Leben ist mehr als molekulare Prozesse

Briefe / Mitteilungen
Édition
2018/24
DOI:
https://doi.org/10.4414/bms.2018.06838
Bull Med Suisses. 2018;99(24):796-797

Publié le 13.06.2018

Leben ist mehr als molekulare Prozesse

Die Unterscheidung «Körper (Materie im ­weitesten Sinn) / Geist» ist mir zu stark vom griechischen Denken geprägt. Ich möchte sie ersetzen durch «Körper (tote Materie) / lebendige Person (Leben)». Leben ist unauflöslich an ­Materie gebunden. Es gibt keine mensch­liche Lebensäusserung, auch keine seelische oder geistige, die nicht eine materielle, molekulare Grundlage hat. Materielles darf nicht gegenüber sog. «Geistigem» verachtet werden. Leben ist abhängig von einer materiellen Voraussetzung. Dieser «Materialismus» ist auch der Grund für den Siegeszug der Naturwissenschaften in Technik und Medizin.

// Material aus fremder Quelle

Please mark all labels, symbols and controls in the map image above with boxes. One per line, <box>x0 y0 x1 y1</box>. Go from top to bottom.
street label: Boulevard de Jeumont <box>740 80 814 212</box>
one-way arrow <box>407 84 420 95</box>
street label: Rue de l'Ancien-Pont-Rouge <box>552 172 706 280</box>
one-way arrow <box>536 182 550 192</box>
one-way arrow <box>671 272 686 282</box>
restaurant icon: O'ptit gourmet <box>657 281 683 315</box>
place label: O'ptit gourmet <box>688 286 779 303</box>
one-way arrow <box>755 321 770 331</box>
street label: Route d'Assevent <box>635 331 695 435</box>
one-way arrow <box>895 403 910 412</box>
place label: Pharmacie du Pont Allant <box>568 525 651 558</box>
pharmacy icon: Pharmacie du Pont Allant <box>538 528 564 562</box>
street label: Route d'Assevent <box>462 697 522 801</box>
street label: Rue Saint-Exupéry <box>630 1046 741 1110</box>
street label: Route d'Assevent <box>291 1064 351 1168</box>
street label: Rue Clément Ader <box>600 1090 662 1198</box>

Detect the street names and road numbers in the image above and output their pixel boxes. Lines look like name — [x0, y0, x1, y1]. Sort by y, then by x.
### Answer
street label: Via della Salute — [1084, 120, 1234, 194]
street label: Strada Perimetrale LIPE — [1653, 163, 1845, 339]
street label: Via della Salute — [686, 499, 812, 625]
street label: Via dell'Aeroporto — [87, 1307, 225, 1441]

Seit Darwin glauben die meisten Wissenschaftler und breite Volksschichten, dass Leben durch Mutation und Selektion in Jahrtausenden entstanden ist. Das heisst, dass Leben durch Zufall, durch blinde Naturgesetze ohne Plan und Sinn entstanden ist und eben ­ausschliesslich aus den oben erwähnten materiellen Vorgängen besteht. Es ist nichts Geistiges. Die Naturwissenschaft hat die Evolu­tionslehre dankbar zur Kenntnis genommen. Denn methodisch klammert die Naturwissenschaft die Sinnfrage auch aus. Das hat sich übrigens für die Fragestellungen in ihrem ­Bereich sehr bewährt.

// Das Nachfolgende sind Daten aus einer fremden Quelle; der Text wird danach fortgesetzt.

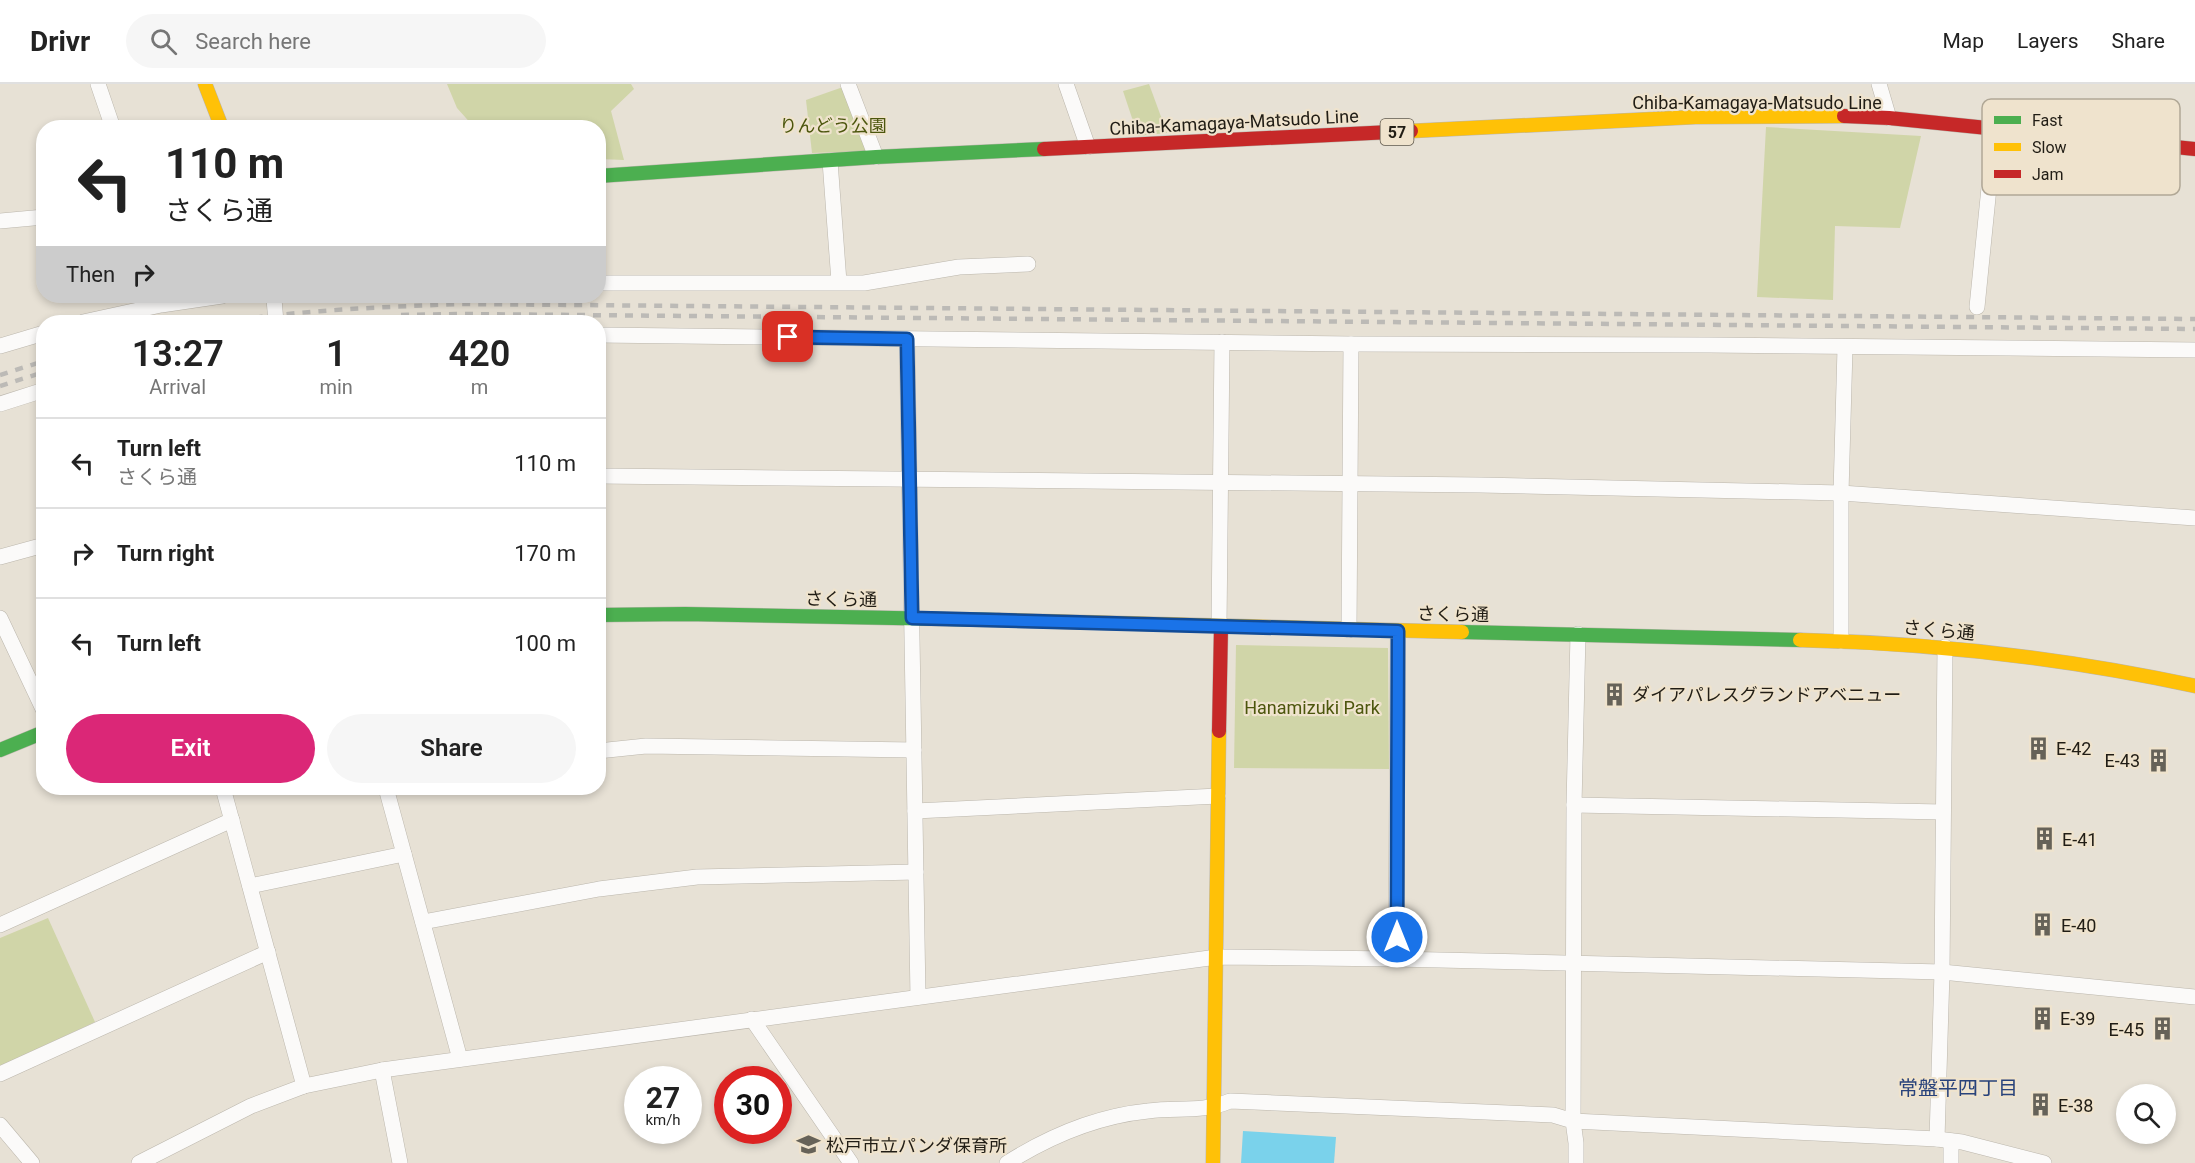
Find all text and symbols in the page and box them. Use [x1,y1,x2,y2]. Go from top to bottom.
search box [126,14,546,68]
text: Drivr [30,25,90,58]
icon: search [147,25,180,58]
text: Search here [195,29,311,54]
text: Map [1942,29,1984,53]
text: Layers [2017,29,2078,53]
text: Share [2111,29,2165,53]
street label: Chiba-Kamagaya-Matsudo Line [1632,92,1882,113]
legend [1982,99,2180,195]
street label: Chiba-Kamagaya-Matsudo Line [1109,105,1359,139]
text: Fast [2032,111,2063,130]
park label: りんどう公園 [779,115,887,136]
road number: 57 [1380,119,1414,145]
text: Slow [2032,138,2067,157]
text: 110 m [165,139,284,188]
icon: left [66,144,144,222]
text: Jam [2032,165,2064,184]
text: さくら通 [165,195,273,227]
icon: right [127,258,160,291]
text: Then [66,262,115,287]
pin [762,311,813,362]
icon: arrive [771,320,804,353]
text: 13:27 [132,333,224,375]
text: 1 [326,333,346,375]
text: 420 [449,333,510,375]
text: Arrival [149,375,206,399]
text: min [319,375,353,399]
text: m [471,375,488,399]
text: Turn left [117,436,201,461]
icon: left [66,447,99,480]
text: 110 m [514,451,576,476]
text: さくら通 [117,465,197,489]
icon: right [66,537,99,570]
text: Turn right [117,541,214,566]
text: 170 m [514,541,576,566]
street label: さくら通 [805,588,877,610]
street label: さくら通 [1417,603,1489,625]
street label: さくら通 [1902,616,1976,644]
icon: left [66,627,99,660]
text: Turn left [117,631,201,656]
text: 100 m [514,631,576,656]
building icon: ダイアパレスグランドアベニュー [1601,681,1627,707]
place label: ダイアパレスグランドアベニュー [1632,684,1901,705]
park label: Hanamizuki Park [1244,697,1381,718]
button: Exit [66,714,315,783]
button: Share [327,714,576,783]
building icon: E-42 [2025,735,2051,761]
place label: E-42 [2056,738,2091,759]
building icon: E-43 [2145,747,2171,773]
place label: E-43 [2105,750,2140,771]
building icon: E-41 [2031,826,2057,852]
place label: E-41 [2062,829,2097,850]
position arrow [1365,905,1429,969]
building icon: E-40 [2030,912,2056,938]
place label: E-40 [2061,915,2096,936]
building icon: E-39 [2029,1005,2055,1031]
place label: E-39 [2060,1008,2095,1029]
building icon: E-45 [2149,1016,2175,1042]
place label: E-45 [2109,1019,2144,1040]
speed limit sign: 30 [714,1066,792,1144]
district label: 常盤平四丁目 [1898,1076,2018,1100]
text: 27 [646,1080,680,1115]
map controls [2116,1084,2176,1144]
button: search [2116,1084,2176,1144]
building icon: E-38 [2027,1092,2053,1118]
place label: E-38 [2058,1095,2093,1116]
text: km/h [645,1111,681,1129]
school or university icon: 松戸市立パンダ保育所 [795,1132,821,1158]
place label: 松戸市立パンダ保育所 [826,1135,1007,1156]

Für mich ist klar, dass Leben mehr ist als ­molekulare Prozesse. Was ist dieses «Mehr»? Es hat viele Schichten. Wichtige Aspekte sind ­Familie, Reproduktion, Beziehungen, Freundschaften, Gesellschaft, sinnvolle Aktivitäten, Kreativität, Umgang mit Freude, mit Krankheit, mit Leid, mit Tod. Gerade die Fragen um Schicksal, Schuld, Verantwortung leiten in eine weitere «transzendente» Dimension. «Woher komme ich?» «Was tue ich hier?» «Wohin gehe ich nach dem Tod?» Diese Fragen sind extrem menschlich, nur dem Menschen eigen. Dahinter ist die Frage nach Gott. Auch wenn sie heute im Westen aus dem öffentlichen Raum verdrängt, ja allgemein tabuisiert ist, die Frage nach dem Schöpfer gehört wesentlich zum Menschenbild.

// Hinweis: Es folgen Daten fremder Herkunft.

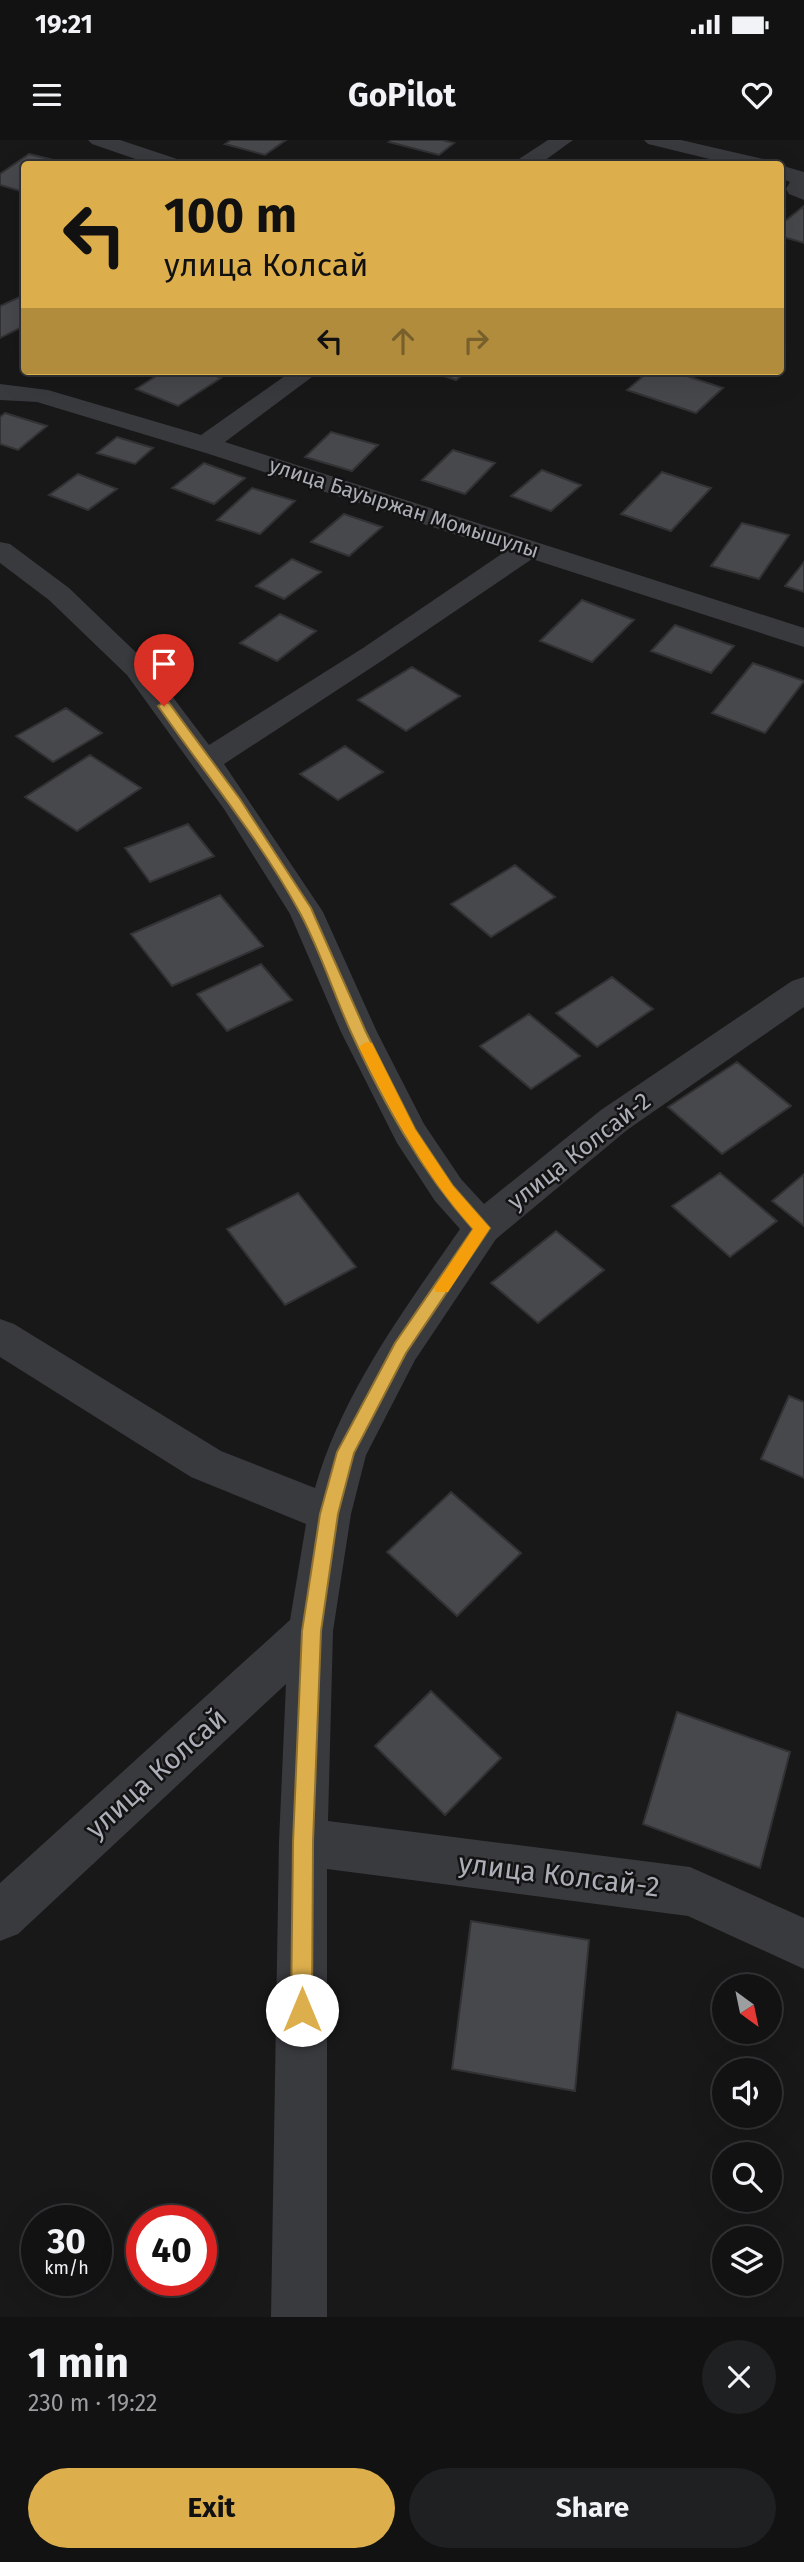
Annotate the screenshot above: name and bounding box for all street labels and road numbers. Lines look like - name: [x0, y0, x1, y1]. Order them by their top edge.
- street label: улица Бауыржан Момышулы: [266, 452, 542, 564]
- street label: улица Колсай-2: [502, 1087, 656, 1215]
- street label: улица Колсай: [78, 1701, 234, 1845]
- street label: улица Колсай-2: [457, 1846, 661, 1904]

Die Agnostiker melden sich hier: Es gibt kein sicheres Wissen über die Transzendenz. Ja, und trotzdem müssen wir Stellung beziehen. Ich kann mich letztlich von dieser Verantwortung nicht dispensieren. Ich vermute, dass viele diese Entscheidung nicht bewusst überdenken und vollziehen. Wir schwimmen im breiten Strom der Aufklärung und des Postmodernismus. Der Westen ist Gott-los geworden. An die Stelle eines personalen Gottes, der mir ein Gegenüber ist und mit dem ich eine Beziehung aufbauen kann, sind unpersön­liche «Werte», Menschenwerte oder Welt­anschauungen getreten. Wir haben uns von der Suche nach Gott sehr leichtfertig dis­pensiert. Die Religionen mit ihrem Versagen ­haben es uns leicht gemacht. Zu einer Suche nach Gott einige Stichworte: Animismus? – ich bleibe im Gefängnis meiner Vorstellungen gefangen; polytheistische Religionen? – Beliebigkeit, ­Eklektismus; monotheistische Reli­gionen? ­Islam – die Gewaltfrage; Christentum? – «Sie sollten mir erlöster aussehen».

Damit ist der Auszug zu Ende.